== What you need to do ==
What lines in the records below include the word "limit"? Return each one.
....
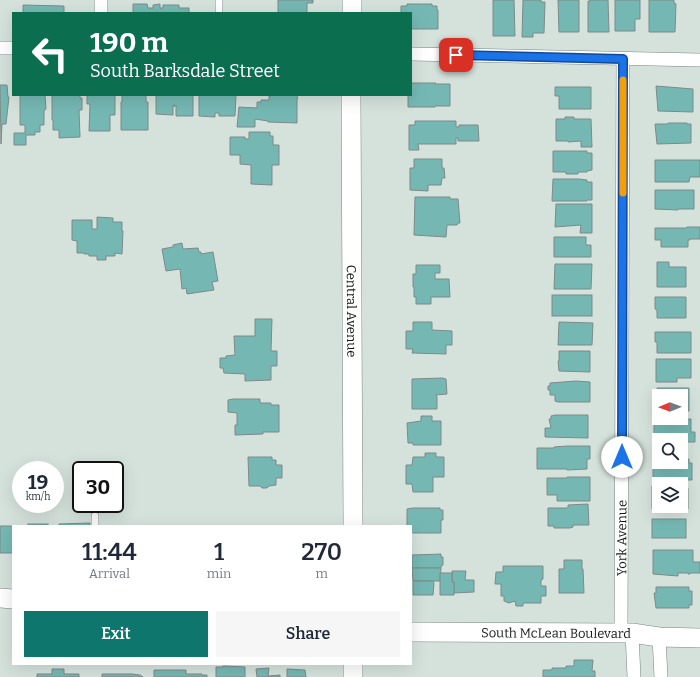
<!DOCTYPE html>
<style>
body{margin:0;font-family:Bitter,serif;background:#f6f6f7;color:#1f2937;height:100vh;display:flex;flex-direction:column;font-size:15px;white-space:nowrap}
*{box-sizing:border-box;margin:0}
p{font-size:13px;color:#747a83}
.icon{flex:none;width:22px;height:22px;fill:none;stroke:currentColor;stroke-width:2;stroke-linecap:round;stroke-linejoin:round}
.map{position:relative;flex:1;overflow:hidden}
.drawer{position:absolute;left:12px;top:525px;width:400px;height:140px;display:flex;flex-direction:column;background:#fff;border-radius:0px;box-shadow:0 4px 16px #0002}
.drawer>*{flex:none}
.top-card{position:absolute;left:12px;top:12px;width:400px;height:84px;border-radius:0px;box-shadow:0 4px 16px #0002;background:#0b6e4f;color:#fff;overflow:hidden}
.needle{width:26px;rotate:269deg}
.tools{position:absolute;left:652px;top:389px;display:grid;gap:8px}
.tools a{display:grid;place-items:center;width:36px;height:36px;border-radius:0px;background:#fff;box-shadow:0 4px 16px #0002;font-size:20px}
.speed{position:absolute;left:12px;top:461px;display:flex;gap:8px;font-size:20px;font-weight:700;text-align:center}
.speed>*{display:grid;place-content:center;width:52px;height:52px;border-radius:50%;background:#fff;box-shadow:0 4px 16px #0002;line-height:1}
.speed small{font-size:10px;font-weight:400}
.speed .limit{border:2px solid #111;border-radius:6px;background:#fff;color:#111}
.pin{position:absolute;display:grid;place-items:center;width:34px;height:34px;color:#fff;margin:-17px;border-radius:8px;box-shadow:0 2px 6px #0006}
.me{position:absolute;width:44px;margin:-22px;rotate:0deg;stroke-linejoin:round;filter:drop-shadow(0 0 3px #0008)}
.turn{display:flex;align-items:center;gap:14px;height:84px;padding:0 12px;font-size:18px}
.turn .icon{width:52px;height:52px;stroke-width:2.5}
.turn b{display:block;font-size:28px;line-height:34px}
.eta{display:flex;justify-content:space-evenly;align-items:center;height:68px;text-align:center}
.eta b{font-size:24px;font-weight:600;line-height:28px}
.action{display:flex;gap:8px;margin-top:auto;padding:8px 12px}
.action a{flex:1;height:46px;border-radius:0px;background:#0f766e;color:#fff;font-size:16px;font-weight:600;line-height:46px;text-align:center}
.action a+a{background:#f6f6f7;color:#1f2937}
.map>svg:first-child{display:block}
.building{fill:#75b8b3;stroke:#7d8a89}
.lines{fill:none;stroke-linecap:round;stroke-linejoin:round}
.service-casing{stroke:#78847f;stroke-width:8}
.minor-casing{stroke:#78847f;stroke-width:14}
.secondary-casing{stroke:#78847f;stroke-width:20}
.service{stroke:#fff;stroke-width:7}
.minor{stroke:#fff;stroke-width:13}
.secondary{stroke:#fff;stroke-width:19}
.route-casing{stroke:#114b97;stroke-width:10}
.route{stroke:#1a73e8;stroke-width:7}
.slow{stroke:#f59e0b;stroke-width:7}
.labels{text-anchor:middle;stroke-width:3;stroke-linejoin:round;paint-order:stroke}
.street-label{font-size:13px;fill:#141917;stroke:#e2efea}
</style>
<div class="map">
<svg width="700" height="677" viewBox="0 0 700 677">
<rect width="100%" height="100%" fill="#d5e2dc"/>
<g class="building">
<path d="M278,0H313V3H307V13H278Z"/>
<path d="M493,0H514L515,36H493Z"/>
<path d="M523,0H541V2H545L544,33H533V37H522Z"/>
<path d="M558,0H579V32H559Z"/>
<path d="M590,0H608L609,32H588V1H590Z"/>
<path d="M615,0H640V19H635V31H615Z"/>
<path d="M649,0H674V3L676,4L675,32H649Z"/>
<path d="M133,4H147L148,8H153V5L160,4V8H163V5H179V8H189V13H133Z"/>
<path d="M407,4H432V6H437V10H438V29H411V13H401V6H407Z"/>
<path d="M23,5L64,6V13H23Z"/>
<path d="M411,83H436L435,84H450V106H435V107H408V95H411Z"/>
<path d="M0,85H7L8,97H9L6,124H2L1,144Z"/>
<path d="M656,86L693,89V112L658,111Z"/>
<path d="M555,87H591V109H559V96H555Z"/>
<path d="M20,95H45L46,109L44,111V125H40V132H35V135H26V145H14V133H25V125H20Z"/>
<path d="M52,95H80V98H82V110H79L80,137L59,138V130H53V120H52Z"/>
<path d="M87,95H115V115H110V131H89L90,104H87Z"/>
<path d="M122,95H146V102H148V130H121V102H122Z"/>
<path d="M156,95H193V116H176V105L174,107V105H173V115L156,114Z"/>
<path d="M199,95H236L235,116H219V113H215V117L199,116Z"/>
<path d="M271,95H296L298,98L297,99V123L268,122V121L255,119V127H237L239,107L257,108V102H261V100H269V96H271Z"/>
<path d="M565,117H574V119H591L592,147H581V141L568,142V141H556V119H565Z"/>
<path d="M415,121H456V127H459V125H478L479,141H458V138H456V144H418L419,150H409V125H415Z"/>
<path d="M668,123H687V124H691V143L657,144L655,124H668Z"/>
<path d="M249,132H270V136H273V145H279V165H272V185L251,184V165L240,164V155H230V137H245V139H249Z"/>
<path d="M553,151H587V153H592V170L587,171V172H578V174H566V172H553Z"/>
<path d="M414,159H442V168H444L445,178H442L441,185H428V191L410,190V168H414Z"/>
<path d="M655,160H700V177H690L689,182H655Z"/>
<path d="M553,179H579L587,180V182H592V200H587V201H552Z"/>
<path d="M655,190H694V209H678V210L655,209Z"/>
<path d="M415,197H450V199H458L460,223H458L457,225H447L446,237L414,235Z"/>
<path d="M556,204H592V233H580L581,225L555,227Z"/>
<path d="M97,217L113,218V222H122V231H123L122,254L115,253V256H106V260H97V256H89V254H84V253H77V241L72,240V220H92V229H97Z"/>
<path d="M687,227H700V239H690V240H688V247H661V240H655V228H686Z"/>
<path d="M554,237H586V245H591V257H554Z"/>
<path d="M182,243L183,249L198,248L199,252H201V254L213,252L218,281L212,282L214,290L187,294L186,288L182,289L180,269L166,271L162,249L173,247V245Z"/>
<path d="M657,262H669V267H686V287H657Z"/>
<path d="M555,264H592L591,289H554Z"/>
<path d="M416,265H440V273H435V279H449L450,297H431V304H416V297H414V287H413V274H416Z"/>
<rect x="552" y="295" width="40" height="21"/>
<path d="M655,297H686V318H657V310L655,309Z"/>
<path d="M255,319H272L271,351H277V366H271V380L245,381V374L224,373L223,368H220V358H226V356L235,355L234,336H255Z"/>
<path d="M413,322H432V330L452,331V345H446V354L412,353L413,349H406V331H413Z"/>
<path d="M559,322L593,323L592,345H558Z"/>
<path d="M655,332H691V353H657V342H655Z"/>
<path d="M559,351H590V372L559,371L558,361H559Z"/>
<path d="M656,359H691V378H677V382H656Z"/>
<path d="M442,378L446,379L447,394L436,395L437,397V409H412V379Z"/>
<path d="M576,381L590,382V402H558L555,401V395H550V390H548V386H550V383Z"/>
<path d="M657,388H689V411H681V396H659V411H657Z"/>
<path d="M233,399H260V403H271V405H279V432H263V434L235,435V425H237V413L228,412V400Z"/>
<path d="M555,415H588V438L545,437V428H551L549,419H551V416Z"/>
<path d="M421,416H432V421H441V445H413V443H408L407,423L421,421Z"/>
<path d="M654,419H691V432H695V442H681V440H659V442L654,441Z"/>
<path d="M567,446H590V459H587V469L567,470V469H537V448H554V447Z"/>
<path d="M425,453H436V457H444V477H433V492H413L412,484H406V465H412L413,457H425Z"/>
<path d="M653,455H659V462H681V459H689V463H692V480H653Z"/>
<path d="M248,457H272V460H276V465H282V478H276V485L269,486L267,488H262L260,486H249Z"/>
<path d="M567,477H590V501H557V495H547V478H567Z"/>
<path d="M652,486H659V506H681V488H688V509H652Z"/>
<path d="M588,504L589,525H573V527L570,528H554V526H548V508H568V505Z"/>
<path d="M413,508H440V510H443V520H441V533H413L411,532V526H407V509Z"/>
<rect x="652" y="519" width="34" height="19"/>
<path d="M90,523V526H59V524Z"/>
<rect x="28" y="524" width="20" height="2"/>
<rect x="0" y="526" width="13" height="27"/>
<path d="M653,550H693V562H700V573H690V574H688V573H678V576L653,574Z"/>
<path d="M441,554V557H443V565L441,566V568H412V555Z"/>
<path d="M564,560H582V569H583L584,593H559V569H564Z"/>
<path d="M503,566H543V579L541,580V586H546V596H541V603H523V606H516L515,601L509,603L504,601V596H501V584H495L496,572H503Z"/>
<path d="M412,568H441L440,581H413Z"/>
<path d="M452,571H466L465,580H474V592L454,593V582H452Z"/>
<path d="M440,573H452V582H454V595H440Z"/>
<path d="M413,581H433L434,583L433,595H413Z"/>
<path d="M656,587H689V591H692V605H689V608H656L654,593H656Z"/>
<path d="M574,660H593L592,671H595V677H543V670H552V668H566V666H574Z"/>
<path d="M223,666L245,667V677H216V667H223Z"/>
<path d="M269,668L268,676L280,675V677H257L256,669Z"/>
<path d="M52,669H64V674H79V677H37V674H52Z"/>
<path d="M287,669L305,670L306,677H287Z"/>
<path d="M154,670H186V674H202V675H207V677H154Z"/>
<path d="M102,674H132L140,675L143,677H102Z"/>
</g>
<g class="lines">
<g class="service-casing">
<g id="service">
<path d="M219,13V0"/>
<path d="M95,526V516"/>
</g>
</g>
<g class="minor-casing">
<g id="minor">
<path d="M101,13V0"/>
<path d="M0,48H13"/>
<path d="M411,54L700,60"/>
<path id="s1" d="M621,633L623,59"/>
<path d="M632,633L634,677"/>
<path d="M659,637L661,677"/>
</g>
</g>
<g class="secondary-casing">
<g id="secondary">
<path d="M352,13V0"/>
<path id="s2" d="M351,95L353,526"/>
<path d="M0,598L13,599"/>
<path id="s3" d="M411,632L632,633L659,637L700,638"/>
<path d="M353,677V664"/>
</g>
</g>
<use href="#service" class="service"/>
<use href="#minor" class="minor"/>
<use href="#secondary" class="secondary"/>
</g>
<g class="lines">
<g class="route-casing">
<path id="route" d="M456,55L623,59L622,457"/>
</g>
<use href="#route" class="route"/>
<path class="slow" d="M623,193V80"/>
</g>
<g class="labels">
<g class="street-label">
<text dy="5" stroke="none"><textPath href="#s2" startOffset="216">Central Avenue</textPath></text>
<text dy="5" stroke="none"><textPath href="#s1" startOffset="95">York Avenue</textPath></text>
<text dy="5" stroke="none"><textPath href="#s3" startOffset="145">South McLean Boulevard</textPath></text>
</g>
</g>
</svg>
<div class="tools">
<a><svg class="needle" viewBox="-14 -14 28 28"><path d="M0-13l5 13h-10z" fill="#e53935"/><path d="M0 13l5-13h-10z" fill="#747a83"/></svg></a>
<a><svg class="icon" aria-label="search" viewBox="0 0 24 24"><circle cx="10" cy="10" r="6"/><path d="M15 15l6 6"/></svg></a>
<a><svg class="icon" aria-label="layers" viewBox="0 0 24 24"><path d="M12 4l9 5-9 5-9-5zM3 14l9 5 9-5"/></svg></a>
</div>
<div class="speed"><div>19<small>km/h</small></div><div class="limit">30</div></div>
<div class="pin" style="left:456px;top:55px;background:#d93025"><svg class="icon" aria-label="arrive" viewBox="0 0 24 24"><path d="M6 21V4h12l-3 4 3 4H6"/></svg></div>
<svg class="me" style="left:622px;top:457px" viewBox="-20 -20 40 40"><circle r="19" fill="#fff"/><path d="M0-13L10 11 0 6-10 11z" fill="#1a73e8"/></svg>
<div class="top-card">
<div class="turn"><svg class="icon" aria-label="left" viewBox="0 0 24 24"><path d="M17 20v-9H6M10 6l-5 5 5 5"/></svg><div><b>190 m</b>South Barksdale Street</div></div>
</div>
<section class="drawer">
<div class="eta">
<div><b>11:44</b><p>Arrival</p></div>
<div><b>1</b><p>min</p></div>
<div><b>270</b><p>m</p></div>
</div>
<div class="action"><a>Exit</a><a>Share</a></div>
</section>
</div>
....
== Finished task ==
.speed .limit{border:2px solid #111;border-radius:6px;background:#fff;color:#111}
<div class="speed"><div>19<small>km/h</small></div><div class="limit">30</div></div>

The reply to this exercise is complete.